Bodie snickers and steps back into me. I hold my ground, refusing to even lean slightly away. His lips come very close to mine, but don’t touch. His breath whispers over me, and I have to press my legs together when he says, “You know, Hart… there was a part of me that was kind of hoping you’d fight me a little. I was looking forward to making you submit.”

“In your dreams,” I mutter.

Bodie laughs and steps away from me. He gives me a quick wink and turns on his heel, walking away from me with a confident strut.

Maybe I’ll put up a little bit of a fight tonight.
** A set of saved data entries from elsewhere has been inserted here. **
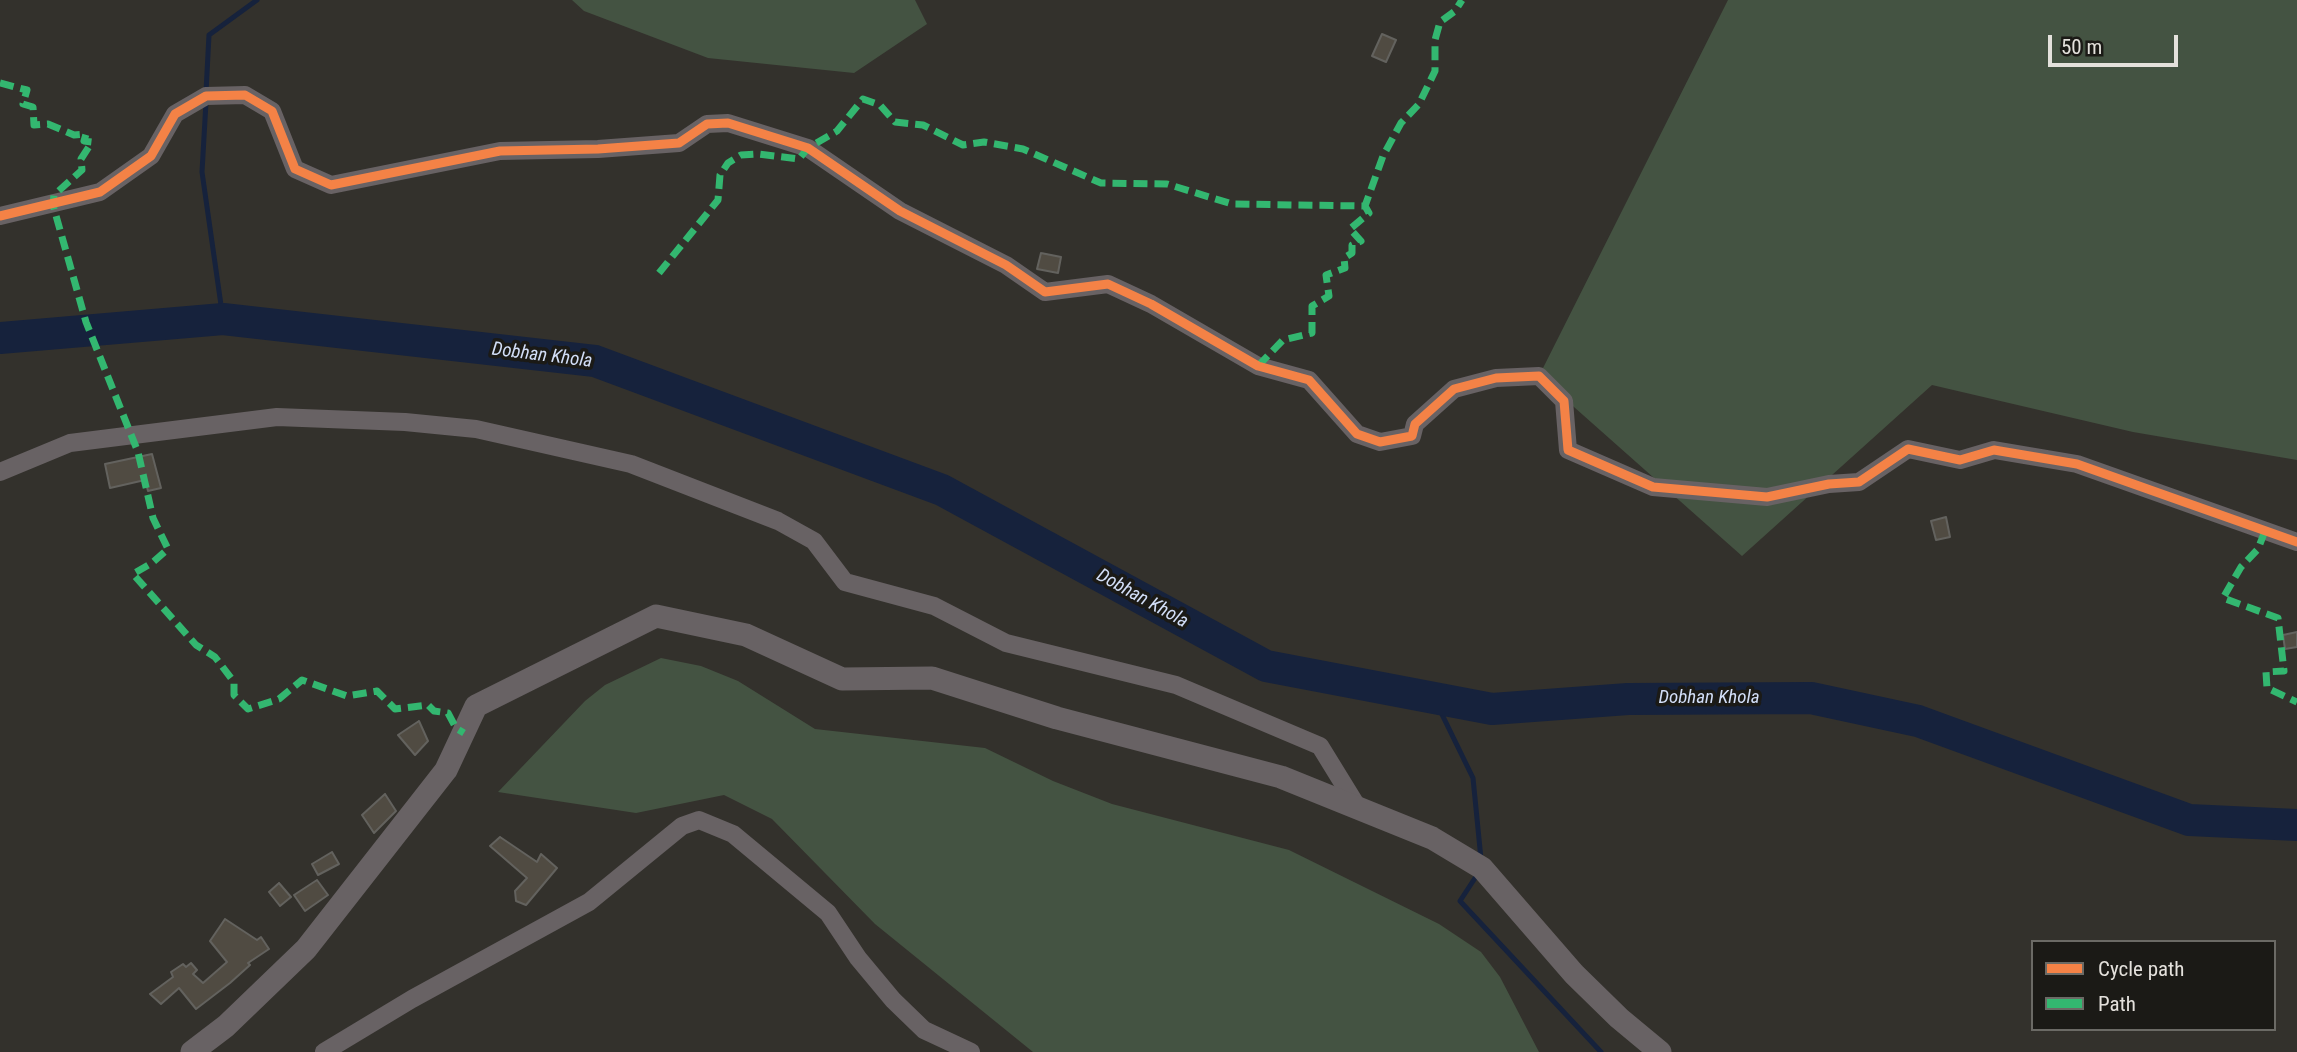 <!DOCTYPE html>
<style>
body{margin:0}
#map{position:relative;width:2297px;height:1052px;overflow:hidden;background:#33312c;font-family:"Roboto Condensed",sans-serif}
canvas{display:block}
.legend{position:absolute;left:2031px;top:940px;width:245px;height:91px;box-sizing:border-box;background:#1b1a16;border:2px solid #6b6a65;margin:0;padding:9px 12px;list-style:none;font-size:21px;color:#e4e1dc}
.legend li{display:flex;align-items:center;gap:14px;height:35px}
.legend b{width:35px;border:2px solid #6b6a65}
.scale{position:absolute;left:2048px;top:35px;width:130px;height:32px;box-sizing:border-box;border:4px solid #e4e1dc;border-top:0;padding-left:9px;font-size:21px;line-height:24px;white-space:nowrap;color:#e4e1dc;-webkit-text-stroke:5px #1b1a16;paint-order:stroke}
</style>
<div id="map">
<canvas width="2297" height="1052"></canvas>
<ul class="legend">
<li><b style="height:9px;background:#f48246"></b>Cycle path</li>
<li><b style="height:9px;background:#33b770"></b>Path</li>
</ul>
<div class="scale">50 m</div>
</div>
<script>
const g = document.querySelector('canvas').getContext('2d');
g.lineJoin = 'round';
function paint(path, color) { g.fillStyle = color; g.fill(path, 'evenodd'); }
const poly = rows => new Path2D(rows.map(r => 'M' + r).join(''));
function trace(path, color, width, dash) { g.strokeStyle = color; g.lineWidth = width; g.lineCap = dash ? 'butt' : 'round'; g.setLineDash(dash || []); g.stroke(path); }
function write(font, color, halo, rows, align = 'center') {
  g.font = font + ' "Roboto Condensed",sans-serif'; g.lineWidth = 7; g.setLineDash([]); g.textBaseline = 'middle'; g.strokeStyle = halo; g.fillStyle = color; for (const [text, x, y, turn = 0] of rows) {
    g.save(); g.translate(x, y); g.rotate((+turn || 0) * Math.PI / 180); g.textAlign = isNaN(turn) ? turn : align; if (halo) g.strokeText(text, 0, 0); g.fillText(text, 0, 0); g.restore();
  }
}
paint(poly([
 [572,0,915,0,927,24,854,73,708,58,584,11],
 [1728,0,2297,0,2297,460,2133,432,1932,385,1742,556,1539,376],
 [661,658,701,666,738,681,815,729,985,748,1053,781,1112,804,1289,850,1439,924,1481,952,1500,977,1539,1052,1033,1052,875,924,772,819,724,795,636,813,498,792,585,701,605,685]
]), '#445342');
trace(poly([
 [206,92,209,35,257,0],
 [206,102,202,172,223,319],
 [1434,698,1473,778,1481,859],
 [1479,872,1460,901,1601,1052]
]), '#16223c', 5);
trace(poly([
 [0,338,223,319,595,361,942,490,1266,666,1492,709,1628,699,1811,698,1918,721,2189,820,2297,825]
]), '#16223c', 32);
const building = poly([
 [1382,34,1396,40,1386,62,1372,56,1382,34],
 [1041,253,1061,257,1058,273,1037,269,1041,253],
 [152,454,161,488,148,491,145,480,110,488,105,464,152,454],
 [1946,517,1950,537,1936,540,1931,521,1946,517],
 [2297,632,2297,647,2285,649,2283,635,2297,632],
 [419,721,428,741,415,755,398,735,419,721],
 [385,794,396,811,374,833,362,815,385,794],
 [500,837,537,862,541,854,557,868,526,905,516,901,515,891,527,878,490,846,500,837],
 [332,852,339,864,318,875,312,864,332,852],
 [317,880,328,895,305,911,294,895,317,880],
 [279,883,291,897,280,906,269,892,279,883],
 [225,919,257,940,261,937,269,949,248,963,250,965,230,983,196,1009,179,988,161,1004,150,994,173,977,171,972,183,964,186,967,191,963,197,970,193,974,203,983,227,962,210,941,225,919]
]);
paint(building, '#504b42');
trace(building, '#63625e', 2);
trace(poly([
 [0,216,100,192,151,156,175,114,206,96,245,95,272,111,295,169,331,185,500,151,598,149,679,143,707,124,728,123,808,148,900,211,1006,265,1045,292,1108,284,1151,304,1258,366,1309,380,1357,434,1380,442,1412,436,1415,424,1454,389,1496,378,1539,376,1564,401,1568,450,1653,487,1767,497,1829,484,1859,482,1908,449,1960,460,1994,450,2077,464,2297,542],
 [0,472,70,443,277,417,405,422,476,429,631,464,778,521,814,541,845,582,934,606,1006,643,1176,685,1320,746,1360,811],
 [324,1052,412,999,589,902,682,826,699,820,733,834,828,913,858,958,893,1000,924,1030,971,1052]
]), '#686264', 18);
trace(poly([
 [192,1052,226,1026,306,949,446,770,476,706,656,616,746,635,842,679,932,678,1057,718,1281,777,1432,838,1482,868,1574,974,1619,1018,1660,1052]
]), '#686264', 23);
trace(poly([
 [0,83,27,90,23,104,33,107,34,125,48,124,74,135,86,134,84,141,92,142,81,159,82,170,54,195,53,205,86,322,138,452,153,518,168,549,152,563,133,574,196,645,215,657,234,682,234,695,248,709,279,699,302,680,347,696,377,691,395,709,428,705,434,711,448,713,456,728,464,733],
 [659,273,718,200,720,175,728,163,741,155,759,154,799,159,808,148,837,131,863,99,880,105,895,122,923,125,963,145,984,142,1023,149,1101,183,1167,184,1232,204,1365,206,1383,156,1401,123,1419,104,1435,71,1435,40,1440,22,1455,11,1462,0],
 [1258,366,1283,340,1312,333,1312,306,1329,296,1326,275,1345,268,1344,258,1352,253,1352,245,1361,241,1350,229,1369,213,1365,206],
 [2265,531,2258,549,2241,567,2223,598,2278,618,2284,671,2266,672,2267,688,2297,702]
]), '#33b770', 7, [14, 7]);
trace(poly([
 [0,216,100,192,151,156,175,114,206,96,245,95,272,111,295,169,331,185,500,151,598,149,679,143,707,124,728,123,808,148,900,211,1006,265,1045,292,1108,284,1151,304,1258,366,1309,380,1357,434,1380,442,1412,436,1415,424,1454,389,1496,378,1539,376,1564,401,1568,450,1653,487,1767,497,1829,484,1859,482,1908,449,1960,460,1994,450,2077,464,2297,542]
]), '#f48246', 9);
write('italic 19px', '#d2def7', '#1b1a16', [
 ["Dobhan Khola",542,356,7],
 ["Dobhan Khola",1142,599,29],
 ["Dobhan Khola",1709,698]
]);
</script>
I never mind being overpowered in the bed.

 

 

CHAPTER 7

 

 

Bodie


Not sure I’ve ever seen anything more perfect than Rachel Hart opening her hotel door to me stark-ass naked.

Beautifully, artfully naked without an ounce of shame. She’s fresh out of a shower, and her hair is a million times blacker all slicked back and wet. It exposes with more clarity the cut of her cheekbones and the fullness of her lips. Her eyes blaze with need and her hands reach for me, snagging the waistband of my jeans.

I pull my shirt off in a hurry. She helps me out of my shoes and pants.

There’s no gradual seduction of my cock. It’s concrete hard and ready for her, but I’ve got something else planned first.

Batting Rachel’s hands away when she reaches for it, I pick her up and carry her to the bed. I toss her down and then take her by the ankles, sliding her to the edge of the mattress. One hand goes to the back of a thigh. I push it up high and outward, spreading her. My other hand goes right in between, dragging an index finger through the lips of her sex.

Rachel lets out a huff of a pleasure, and her hips tilt. I press the very tip inside of her, find her soaking wet, and then withdraw. I just wanted to know if she was as fucking turned on right now as I am, and we haven’t even kissed. We’ve only anticipated being together.

Now it’s time to make her feel good.